Problem with memory allocation in Julia code

I used a function in Python/Numpy to solve a problem in combinatorial game theory.

import numpy as np
from time import time

def problem(c):
    start = time()
    N = np.array([0, 0])
    U = np.arange(c)
    
    for _ in U:
        bits = np.bitwise_xor(N[:-1], N[-2::-1])
        N = np.append(N, np.setdiff1d(U, bits).min())

    return len(*np.where(N==0)), time()-start 

problem(10000)

Then I wrote it in Julia because I thought it'd be faster due to Julia using just-in-time compilation.

function problem(c)
    N = [0]
    U = Vector(0:c)
    
    for _ in U
        elems = N[1:length(N)-1]
        bits = elems .⊻ reverse(elems)
        push!(N, minimum(setdiff(U, bits))) 
    end
    
    return sum(N .== 0)
end

@time problem(10000)

But the second version was much slower. For c = 10000, the Python version takes 2.5 sec. on an Core i5 processor and the Julia version takes 4.5 sec. Since Numpy operations are implemented in C, I'm wondering if Python is indeed faster or if I'm writing a function with wasted time complexity.

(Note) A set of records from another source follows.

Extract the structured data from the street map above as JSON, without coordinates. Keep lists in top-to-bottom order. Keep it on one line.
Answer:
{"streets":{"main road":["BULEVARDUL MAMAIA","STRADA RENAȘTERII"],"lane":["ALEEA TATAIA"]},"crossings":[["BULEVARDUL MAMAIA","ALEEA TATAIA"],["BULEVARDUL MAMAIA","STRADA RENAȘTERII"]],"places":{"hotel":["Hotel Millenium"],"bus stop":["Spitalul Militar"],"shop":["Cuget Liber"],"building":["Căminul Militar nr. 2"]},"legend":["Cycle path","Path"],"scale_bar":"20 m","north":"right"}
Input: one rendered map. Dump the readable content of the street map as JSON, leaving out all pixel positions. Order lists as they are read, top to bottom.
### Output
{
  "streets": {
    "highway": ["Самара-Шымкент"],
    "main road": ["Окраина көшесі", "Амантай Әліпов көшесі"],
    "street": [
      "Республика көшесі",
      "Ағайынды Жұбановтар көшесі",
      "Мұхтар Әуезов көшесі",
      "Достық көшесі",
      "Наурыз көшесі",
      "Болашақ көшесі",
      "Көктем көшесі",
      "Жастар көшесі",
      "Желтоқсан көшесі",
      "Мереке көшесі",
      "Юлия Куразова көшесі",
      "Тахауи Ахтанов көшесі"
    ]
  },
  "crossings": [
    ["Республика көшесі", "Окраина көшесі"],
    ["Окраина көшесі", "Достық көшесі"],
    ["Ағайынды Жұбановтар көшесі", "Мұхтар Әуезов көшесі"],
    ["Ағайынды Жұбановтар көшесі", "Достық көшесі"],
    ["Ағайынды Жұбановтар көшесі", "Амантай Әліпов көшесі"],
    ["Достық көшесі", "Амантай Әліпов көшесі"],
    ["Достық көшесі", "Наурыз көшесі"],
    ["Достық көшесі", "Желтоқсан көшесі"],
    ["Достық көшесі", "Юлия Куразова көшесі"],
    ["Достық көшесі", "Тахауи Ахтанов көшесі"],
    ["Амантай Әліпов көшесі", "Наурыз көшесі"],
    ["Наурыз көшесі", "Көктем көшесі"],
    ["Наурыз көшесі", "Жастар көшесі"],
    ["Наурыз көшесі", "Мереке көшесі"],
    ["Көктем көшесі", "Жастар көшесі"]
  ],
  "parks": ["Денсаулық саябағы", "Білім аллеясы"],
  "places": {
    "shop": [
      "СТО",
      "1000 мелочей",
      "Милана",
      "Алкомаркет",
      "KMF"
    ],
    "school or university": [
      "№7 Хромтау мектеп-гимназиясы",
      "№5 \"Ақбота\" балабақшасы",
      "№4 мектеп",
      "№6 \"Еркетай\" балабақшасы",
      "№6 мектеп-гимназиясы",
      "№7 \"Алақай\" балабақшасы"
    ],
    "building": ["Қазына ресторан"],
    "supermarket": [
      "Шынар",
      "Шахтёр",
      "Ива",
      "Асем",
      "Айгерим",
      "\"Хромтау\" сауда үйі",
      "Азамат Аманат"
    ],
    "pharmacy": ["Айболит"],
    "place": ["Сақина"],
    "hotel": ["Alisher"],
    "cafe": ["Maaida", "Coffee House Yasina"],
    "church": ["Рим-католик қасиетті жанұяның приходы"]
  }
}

The implementation in Julia allocates a lot of memory. How to reduce the number of allocations to improve its performance?

Solution

The original code can be re-written in the following way:

function problem2(c)
    N = zeros(Int, c+2)
    notseen = falses(c+1)

    for lN in 1:c+1
        notseen .= true
        @inbounds for i in 1:lN-1
            b = N[i] ⊻ N[lN-i]
            b <= c && (notseen[b+1] = false)
        end
        idx = findfirst(notseen)
        isnothing(idx) || (N[lN+1] = idx-1)
    end
    return count(==(0), N)
end

First check if the functions produce the same results:

julia> problem(10000), problem2(10000)
(1475, 1475)

(I have also checked that the generated N vector is identical)

Now let us benchmark both functions:

julia> using BenchmarkTools

julia> @btime problem(10000)
  4.938 s (163884 allocations: 3.25 GiB)
1475

julia> @btime problem2(10000)
  76.275 ms (4 allocations: 79.59 KiB)
1475

So it turns out to be over 60x faster.

What I do to improve the performance is avoiding allocations. In Julia it is easy and efficient. If any part of the code is not clear please comment. Note that I concentrated on showing how to improve the performance of Julia code (and not trying to just replicate the Python code, since - as it was commented under the original post - doing language performance comparisons is very tricky). I think it is better to concentrate in this discussion on how to make Julia code fast.

EDIT

Indeed changing to Vector{Bool} and removing the condition on b and c relation (which mathematically holds for these values of c) gives a better speed:

julia> function problem3(c)
           N = zeros(Int, c+2)
           notseen = Vector{Bool}(undef, c+1)

           for lN in 1:c+1
               notseen .= true
               @inbounds for i in 1:lN-1
                   b = N[i] ⊻ N[lN-i]
                   notseen[b+1] = false
               end
               idx = findfirst(notseen)
               isnothing(idx) || (N[lN+1] = idx-1)
           end
           return count(==(0), N)
       end
problem3 (generic function with 1 method)

julia> @btime problem3(10000)
  20.714 ms (3 allocations: 88.17 KiB)
1475